Scan the listing below for the word "this" and copy every line where it occurs.

*** MATERIAL SUPPLIED

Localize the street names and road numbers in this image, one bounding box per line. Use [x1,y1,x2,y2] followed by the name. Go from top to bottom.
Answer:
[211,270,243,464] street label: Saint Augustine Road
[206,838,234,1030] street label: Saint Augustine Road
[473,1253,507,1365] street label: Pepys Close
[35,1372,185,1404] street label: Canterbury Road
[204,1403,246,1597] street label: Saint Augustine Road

******
*** MATERIAL SUPPLIED

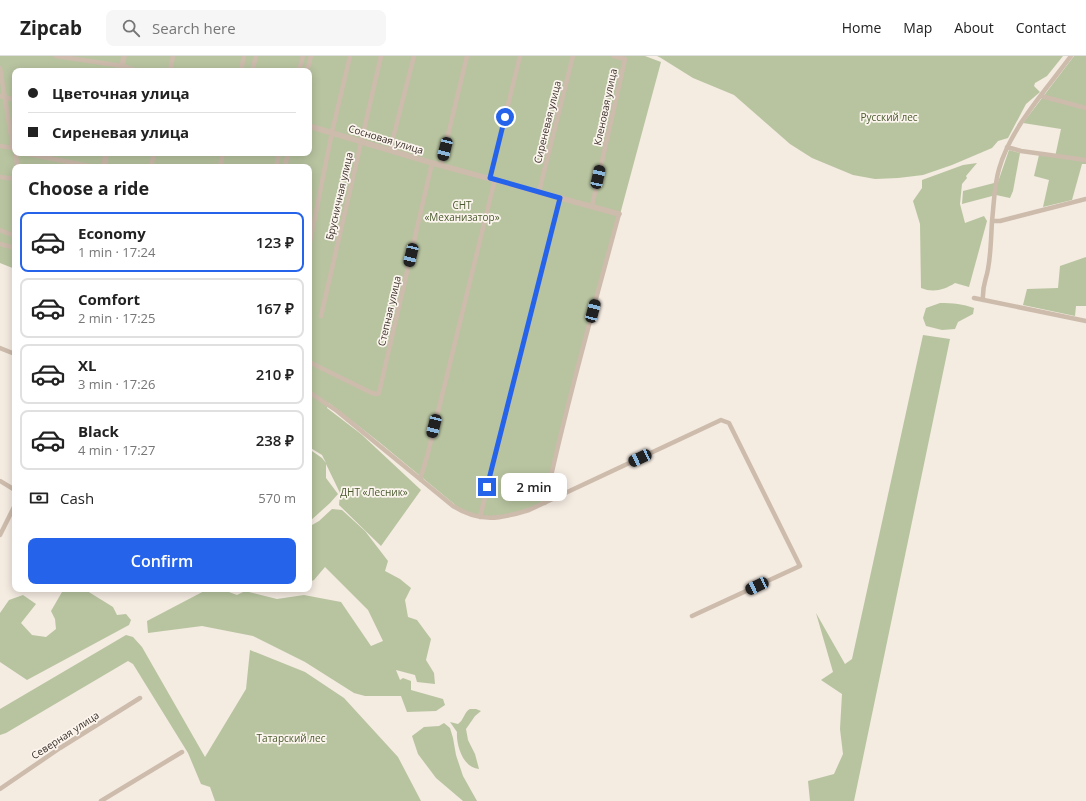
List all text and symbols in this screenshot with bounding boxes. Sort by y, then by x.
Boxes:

******

* _RESULT_:
Localize the street names and road numbers in this image, one bounding box per line. Use [x1,y1,x2,y2] followed by the name. Go from top to bottom.
List all text and symbols in this screenshot with bounding boxes. Sort by y, then by x.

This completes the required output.